Although lifestyle and dietary changes have been demonstrated to reduce the clinical effect of CHD, it remains unclear how some individual elements or combinations of elements of lifestyle change affect the risk for heart disease. Two studies in the October 22 issue of the Archives of Internal Medicine focus on this issue.

Study Highlights

  • Akeeson and colleagues
    • Study subjects were drawn from the Swedish Mammography Cohort, which followed up 24,444 postmenopausal women who were free of previous ischemic heart disease, cardiovascular disease, and cancer.
    • A Food Frequency Questionnaire was used to assess dietary habits, and baseline cardiovascular risk factors such as family history and the presence of chronic disease was determined by the self-report of study participants.
    • Participants' data regarding level of physical activity, smoking status, and abdominal obesity were also recorded.
    • The primary outcome of the study was the incidence of fatal and nonfatal MI as it related to health dietary and lifestyle behaviors. Data on MIs were collected from a national registry.
    • During a mean of 6.2 years of follow-up, there were 308 cases of MI.
    • Each of the following factors was independently associated with a reduced risk for MI: healthy diet focused on vegetables, fruits, and legumes; alcohol consumption of at least 5 g/day, exercise consisting of at least 40 minutes per day of walking or cycling plus 1 hour per week devoted to exercise, and a waist-to-hip ratio of less than 0.85.
    • The combination of no smoking, high levels of physical activity, and low abdominal adiposity reduced the risk for MI by 79% vs subjects with the highest levels of risk factors.
    • The combination of all 5 variables at levels of low risk was present in 5% of participants. Compared with the high-risk group, these women had a 92% reduction in the risk for MI.
    • Overall, more than 3 of 4 coronary events reported during the study could have been prevented if all women had changed their behavior to the low-risk profile.
  • Djousse and Gaziano
    • The study population was drawn from the Physicians' Health Study I, a study of male health professionals begun in 1981. The current analysis focused on 21,376 men.
    • Cereal consumption was assessed with a semiquantitative food-frequency questionnaire.

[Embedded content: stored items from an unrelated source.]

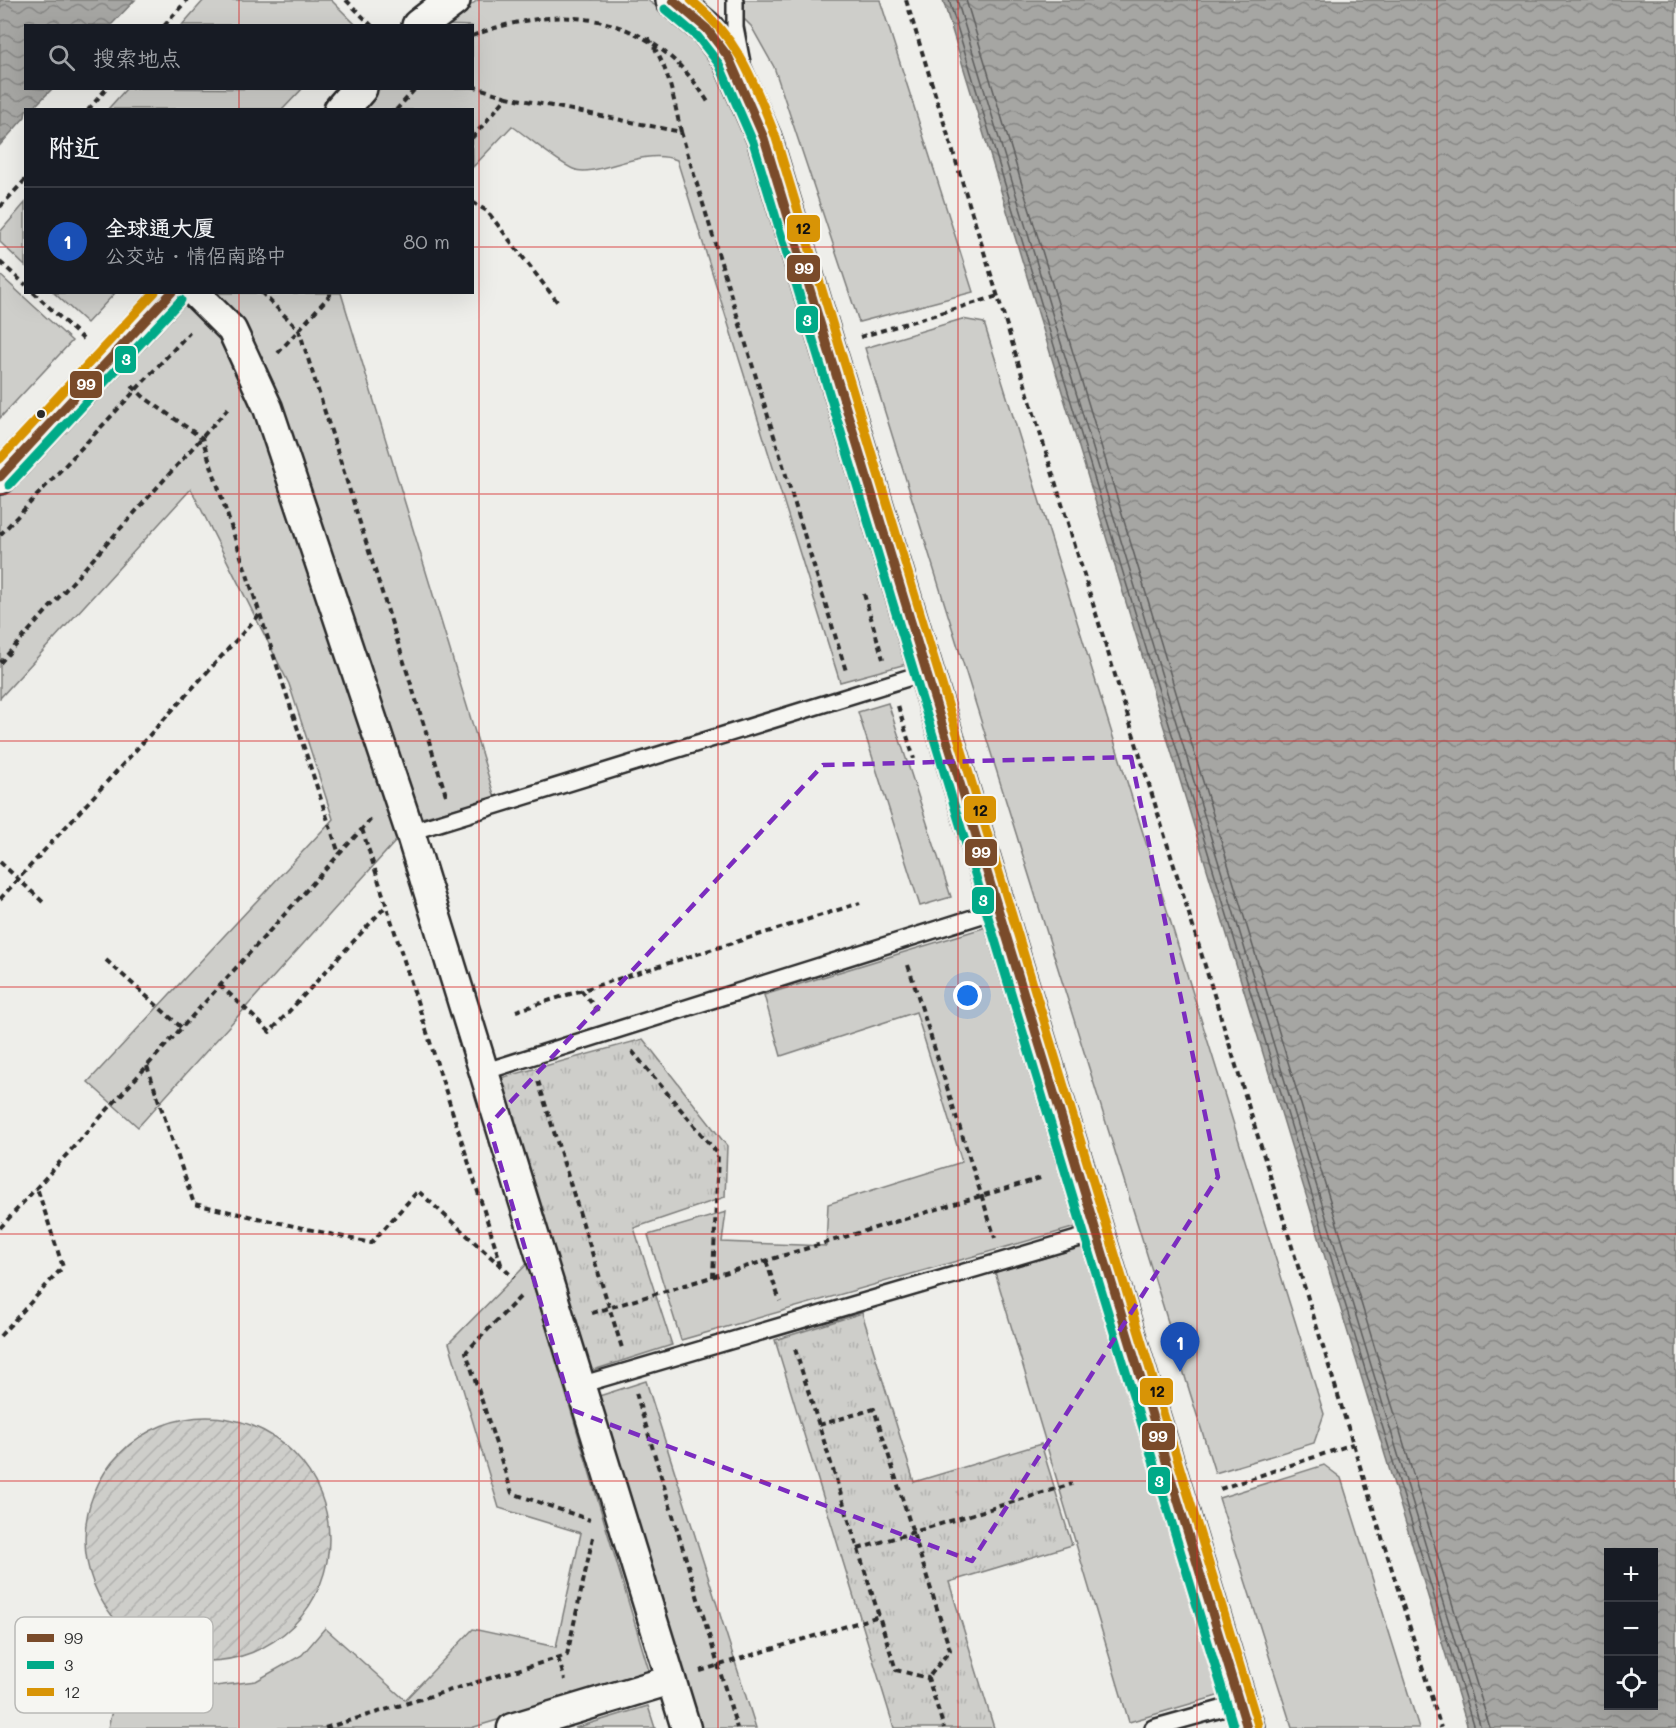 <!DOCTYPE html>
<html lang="zh">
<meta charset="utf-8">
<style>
:root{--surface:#171b24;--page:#20242c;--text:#f1f3f6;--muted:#9ea1a6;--line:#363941;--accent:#1a73e8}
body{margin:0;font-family:Mali,"LXGW WenKai TC",sans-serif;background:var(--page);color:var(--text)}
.controls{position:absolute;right:18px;bottom:18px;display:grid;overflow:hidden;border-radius:0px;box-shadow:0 6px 24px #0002}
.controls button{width:54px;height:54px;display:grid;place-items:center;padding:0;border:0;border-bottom:2px solid var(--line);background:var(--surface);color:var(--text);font:30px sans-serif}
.you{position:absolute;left:968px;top:996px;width:21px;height:21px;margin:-15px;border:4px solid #fff;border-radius:50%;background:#1a73e8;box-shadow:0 0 0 9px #1a73e833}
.badge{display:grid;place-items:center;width:39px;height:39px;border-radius:50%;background:var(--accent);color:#fff;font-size:20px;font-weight:700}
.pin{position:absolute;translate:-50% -50px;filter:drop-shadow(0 2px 3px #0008)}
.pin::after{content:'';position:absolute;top:32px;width:21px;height:18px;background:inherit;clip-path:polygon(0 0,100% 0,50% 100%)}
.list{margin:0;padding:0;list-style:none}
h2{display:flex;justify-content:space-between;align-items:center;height:78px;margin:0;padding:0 24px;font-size:26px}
h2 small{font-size:20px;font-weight:400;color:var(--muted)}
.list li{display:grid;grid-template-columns:39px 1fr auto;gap:18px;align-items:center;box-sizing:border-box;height:108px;padding:0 24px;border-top:2px solid var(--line)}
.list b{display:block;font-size:22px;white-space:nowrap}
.list p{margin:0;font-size:20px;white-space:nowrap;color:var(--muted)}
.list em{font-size:20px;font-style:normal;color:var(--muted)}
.icon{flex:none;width:33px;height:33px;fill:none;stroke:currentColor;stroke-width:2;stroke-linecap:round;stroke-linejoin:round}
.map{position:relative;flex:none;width:1676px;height:1728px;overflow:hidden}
.search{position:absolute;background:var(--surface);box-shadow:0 6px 24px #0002;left:24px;top:24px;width:450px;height:66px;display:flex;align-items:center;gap:15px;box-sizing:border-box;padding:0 21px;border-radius:0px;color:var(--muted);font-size:22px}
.panel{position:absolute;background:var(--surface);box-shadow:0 6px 24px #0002;left:24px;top:108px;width:450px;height:186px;border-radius:0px}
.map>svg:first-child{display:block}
.grass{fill:#cececa;stroke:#7c7c7a;stroke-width:1.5}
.park{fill:url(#park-tufts);stroke:#7c7c7a;stroke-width:1.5}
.garden{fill:url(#garden-furrows);stroke:#7c7c7a;stroke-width:1.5}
.water{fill:url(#water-waves);stroke:#757573;stroke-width:1.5;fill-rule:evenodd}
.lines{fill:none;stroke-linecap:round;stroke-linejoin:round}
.shore{stroke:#5c5c5b;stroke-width:1.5}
.service-casing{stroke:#2b2b2b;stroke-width:20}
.minor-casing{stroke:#2b2b2b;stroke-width:33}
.tertiary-casing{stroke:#2b2b2b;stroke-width:38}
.path{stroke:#2b2b2b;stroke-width:4;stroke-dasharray:6 4.5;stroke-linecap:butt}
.service{stroke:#f6f6f2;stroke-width:15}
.minor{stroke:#f6f6f2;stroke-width:28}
.tertiary{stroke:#f6f6f2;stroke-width:33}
.bus-1-casing{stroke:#f6f6f2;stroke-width:14}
.bus-2-casing{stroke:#f6f6f2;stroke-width:14}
.bus-3-casing{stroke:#f6f6f2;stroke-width:14}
.bus-1{stroke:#7a4b2a;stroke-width:9}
.bus-2{stroke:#0a8;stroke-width:9}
.bus-3{stroke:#d89406;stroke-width:9}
.marked{fill:none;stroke:#7b2cbf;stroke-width:4.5;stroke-dasharray:12 8;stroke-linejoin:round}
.grid{fill:none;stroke:#d62828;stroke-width:1.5;stroke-opacity:0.55}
.bus-dot{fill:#2b2b2b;stroke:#f6f6f2;stroke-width:2}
.key{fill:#f6f6f2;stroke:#b9b9b6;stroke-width:1.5}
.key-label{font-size:16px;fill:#2b2b2b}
.line-badge{stroke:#f6f6f2;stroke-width:2}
.badge-label{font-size:16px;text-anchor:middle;font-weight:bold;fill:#fff}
.pale-badge-label{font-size:16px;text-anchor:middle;font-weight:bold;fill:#111}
</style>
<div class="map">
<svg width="1676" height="1728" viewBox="0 0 1676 1728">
<defs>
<pattern id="park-tufts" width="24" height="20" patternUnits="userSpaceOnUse" patternTransform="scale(1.5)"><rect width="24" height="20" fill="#cececa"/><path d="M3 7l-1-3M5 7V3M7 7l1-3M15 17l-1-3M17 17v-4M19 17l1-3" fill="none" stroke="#b1b1ae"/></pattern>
<pattern id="garden-furrows" width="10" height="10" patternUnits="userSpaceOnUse" patternTransform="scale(1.5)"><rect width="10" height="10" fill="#cececa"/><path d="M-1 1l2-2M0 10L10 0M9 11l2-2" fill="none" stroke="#b1b1ae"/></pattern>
<pattern id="water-waves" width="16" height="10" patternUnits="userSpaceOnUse" patternTransform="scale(1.5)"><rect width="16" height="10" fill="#a6a6a3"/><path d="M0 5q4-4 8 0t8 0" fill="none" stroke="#878785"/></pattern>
</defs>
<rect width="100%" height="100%" fill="#eeeeea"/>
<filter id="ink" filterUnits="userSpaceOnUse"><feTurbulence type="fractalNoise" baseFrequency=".0167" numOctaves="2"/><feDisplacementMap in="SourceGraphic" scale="12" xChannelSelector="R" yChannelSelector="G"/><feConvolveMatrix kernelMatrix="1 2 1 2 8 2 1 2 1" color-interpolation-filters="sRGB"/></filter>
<g filter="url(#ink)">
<g class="grass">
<path d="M204,0H331L356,25H182Z"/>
<path d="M478,0H647L696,34L733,93L910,663L840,682L677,160C641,146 596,179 573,169C557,162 528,137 512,126L473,167L472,110H357L376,89L472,88V26L442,25Z"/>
<path d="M725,0H880L973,292L859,322L774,67L751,26Z"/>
<path d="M126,89V88L302,89L283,109H108Z"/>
<path d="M25,203V266L0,242V232Z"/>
<path d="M0,275L72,341L0,418Z"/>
<path d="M54,293H115L87,323Z"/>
<path d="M210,293H341L495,798L421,818L267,371L237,321Z"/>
<path d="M182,297L226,340L259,407L403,833L138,1127L88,1082L333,819L289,684L191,489L0,698V494Z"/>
<path d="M962,319L984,323L1324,1414L1314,1443L1215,1473L865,348Z"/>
<path d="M888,703L951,897L920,906L858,712Z"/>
<path d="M993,925L1083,1225L681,1340L648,1235L726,1212L722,1242L826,1246L828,1204L962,1162L916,1012L781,1056L764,995Z"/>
<path d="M1090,1245L1224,1694L1129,1722L995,1272Z"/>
<path d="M527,1264L650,1674L471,1728H108L123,1662L191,1689L256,1681L302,1655L325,1628L405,1700L473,1629L556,1647L581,1533L499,1508L449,1343Z"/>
<path d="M646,1381L756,1728H698L593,1398Z"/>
<path d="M1324,1465L1341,1478L1419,1728H1292L1219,1498Z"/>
<path d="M648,1706L655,1728H575Z"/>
</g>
<g class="park">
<path d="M643,1039L727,1146L725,1197L634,1228L672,1345L587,1372L497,1079Z"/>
<path d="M862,1313L914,1482L1041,1444L1072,1545L949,1582L994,1728H894L775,1340Z"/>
</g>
<circle class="garden" cx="207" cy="1539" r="122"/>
<g class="water">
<path d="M0,0H135L111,25L26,26V88L52,89L32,109L26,110L25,117L0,145Z"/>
<path d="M943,0H1676V1728H1468ZM1608,1552H1654V1706H1608Z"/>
</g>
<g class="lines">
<g class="shore">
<path d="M949,0L1474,1728"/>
<path d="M957,0L1481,1728"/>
<path d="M966,0L1490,1728"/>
</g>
<g class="service-casing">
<g id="service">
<path d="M735,0V27L742,63"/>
<path d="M410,832L927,672"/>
<path d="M483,1072L998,910"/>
<path d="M580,1385L1097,1233"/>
<path d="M1153,1728L1239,1704"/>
</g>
</g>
<g class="minor-casing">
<g id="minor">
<path d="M194,292L232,330L268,408L410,832L686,1728"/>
<path d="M512,1728L671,1680"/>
</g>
</g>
<g class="tertiary-casing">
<g id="tertiary">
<path d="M673,0L707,29L729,58L764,138L1247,1728"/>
<path d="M419,26L453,0"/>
<path d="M341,110L360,88"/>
<path d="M0,477L172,292"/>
</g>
</g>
<g class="path">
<path d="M346,0L372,26"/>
<path d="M906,0L1441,1728"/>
<path d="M164,26L187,0"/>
<path d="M472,36C564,0 654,14 708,102"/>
<path d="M648,38C669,67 673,97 681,132"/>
<path d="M472,86L507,97"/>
<path d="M88,110L107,88"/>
<path d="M396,110L416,88"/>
<path d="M472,138L507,97L681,132L846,671"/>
<path d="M472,202L487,211L559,304"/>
<path d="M0,207L26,179"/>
<path d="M0,262L26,285"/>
<path d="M33,292L83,339"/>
<path d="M261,292L299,330L446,795"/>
<path d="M860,337L998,296"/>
<path d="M278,353L330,295V292"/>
<path d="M132,386L145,398L202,438L339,854"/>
<path d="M0,535L190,332"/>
<path d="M864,594L883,659"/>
<path d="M0,663L231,405"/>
<path d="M898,706L914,759"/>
<path d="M362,829L502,1267"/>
<path d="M0,862L45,904"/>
<path d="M0,899L260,614"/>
<path d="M106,960L182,1028"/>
<path d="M908,965L995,1238"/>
<path d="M220,985L270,1032L386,906"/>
<path d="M581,990L598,1011"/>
<path d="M516,1011L860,903"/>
<path d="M632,1051L718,1154L713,1277"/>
<path d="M147,1066L194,1204L371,1243L418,1191L514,1278"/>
<path d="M538,1081L622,1348"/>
<path d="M0,1228L372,818"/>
<path d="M766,1261L780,1301"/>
<path d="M520,1297L466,1352L512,1493L590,1520"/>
<path d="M592,1313L1044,1177"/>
<path d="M0,1336L63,1267L37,1188"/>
<path d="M795,1349L896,1670L928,1678L944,1728"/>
<path d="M636,1393L737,1728"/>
<path d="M819,1425L874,1409L950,1650L928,1678"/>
<path d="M1220,1489L1353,1444"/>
<path d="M858,1549L1072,1484"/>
<path d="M558,1658L565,1680"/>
<path d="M700,1671L879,1616"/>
<path d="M325,1728L567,1655L593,1537"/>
</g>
<use href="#service" class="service"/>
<use href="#minor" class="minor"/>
<use href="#tertiary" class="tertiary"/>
<g class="bus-1-casing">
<g id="bus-1">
<path d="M673,0L707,29L729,58L764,138L1247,1728"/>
<path d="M0,477L172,292"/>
</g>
</g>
<g class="bus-2-casing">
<g id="bus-2">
<path d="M665,9L698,37L719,64L753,142L1234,1728"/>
<path d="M9,485L181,300"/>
</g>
</g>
<g class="bus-3-casing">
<g id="bus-3">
<path d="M691,0C740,41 752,78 775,135L1258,1725"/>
<path d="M0,459L155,292"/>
</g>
</g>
<use href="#bus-1" class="bus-1"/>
<use href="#bus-2" class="bus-2"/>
<use href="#bus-3" class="bus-3"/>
</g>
</g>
<path class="marked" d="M1131,757L1218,1177L972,1561L572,1410L489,1125L823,765Z"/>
<path class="grid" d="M239,0V26M479,0V1728M718,0V1728M958,0V1728M1197,0V1728M1437,0V1728M239,88V110M0,247H26M472,247H1676M239,292V1728M0,494H1676M0,741H1676M0,987H1676M0,1234H1676M0,1481H1676"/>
<circle class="bus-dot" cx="41" cy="414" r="5"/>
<rect x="15" y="1617" width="198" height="96" rx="9" class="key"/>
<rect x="27" y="1634" width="27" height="8" fill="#7a4b2a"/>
<rect x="27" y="1661" width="27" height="8" fill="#0a8"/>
<rect x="27" y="1688" width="27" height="8" fill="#d89406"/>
<g class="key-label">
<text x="64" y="1644">99</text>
<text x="64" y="1671">3</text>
<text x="64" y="1698">12</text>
</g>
<g class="line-badge">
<rect x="786" y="214" width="35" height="29" rx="6" fill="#d89406"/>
<rect x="786" y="254" width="35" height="29" rx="6" fill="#7a4b2a"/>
<rect x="795" y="305" width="24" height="29" rx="6" fill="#0a8"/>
<rect x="114" y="345" width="23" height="29" rx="6" fill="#0a8"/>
<rect x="69" y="370" width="34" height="29" rx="6" fill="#7a4b2a"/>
<rect x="963" y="795" width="34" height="29" rx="6" fill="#d89406"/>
<rect x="964" y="838" width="34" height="29" rx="6" fill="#7a4b2a"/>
<rect x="971" y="886" width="24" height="29" rx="6" fill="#0a8"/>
<rect x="1139" y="1377" width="35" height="29" rx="6" fill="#d89406"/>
<rect x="1141" y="1422" width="35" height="29" rx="6" fill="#7a4b2a"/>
<rect x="1147" y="1466" width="24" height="29" rx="6" fill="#0a8"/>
</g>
<g class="badge-label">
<text x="804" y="274">99</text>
<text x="807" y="326">3</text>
<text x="126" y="365">3</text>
<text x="86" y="390">99</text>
<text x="981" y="858">99</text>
<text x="983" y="906">3</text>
<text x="1158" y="1442">99</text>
<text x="1159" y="1487">3</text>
</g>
<g class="pale-badge-label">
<text x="803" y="234">12</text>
<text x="980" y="816">12</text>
<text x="1157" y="1397">12</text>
</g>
</svg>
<div class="controls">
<button>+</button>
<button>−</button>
<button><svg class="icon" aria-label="locate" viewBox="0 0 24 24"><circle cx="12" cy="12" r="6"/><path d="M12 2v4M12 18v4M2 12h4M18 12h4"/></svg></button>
</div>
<div class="you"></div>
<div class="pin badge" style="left:1180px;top:1372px;background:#1a4fb4">1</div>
<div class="search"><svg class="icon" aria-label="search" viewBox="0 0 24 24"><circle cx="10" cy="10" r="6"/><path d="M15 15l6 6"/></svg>搜索地点</div>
<section class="panel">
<h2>附近<small></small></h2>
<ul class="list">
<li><span class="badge" style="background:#1a4fb4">1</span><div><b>全球通大厦</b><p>公交站 · 情侣南路中</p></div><em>80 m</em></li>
</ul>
</section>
</div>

Cereals were defined as being whole grain or refined grain.
    • The main outcome of the study was the relationship between cereal consumption and the incidence of HF, which was assessed by patient self-report. This outcome was adjusted for cardiovascular risk factors.
    • The average follow-up period was 19.6 years, and 1018 cases of HF were diagnosed during this interval. The mean age of the subjects was 53.7 years.
    • In comparing average weekly cereal consumption of 0 servings, 1 or fewer, 2 to 6, and 7 or more servings, the adjusted hazard ratios for HF were 1 (reference), 0.92, 0.79, and 0.71 ( P < .01 for trend).
    • The trend toward the reduced incidence of HF was significant for whole-grain cereals but not for refined cereals.

 

Pearls for Practice

  • The study by Akeeson and colleagues finds that a low-risk lifestyle and diet can reduce the risk for MI by more than 90% in postmenopausal women vs a high-risk profile.
  • The study by Djousse and Gaziano demonstrates that higher intake of whole-grain, but not refined, cereals among middle-aged male physicians reduced the risk for HF.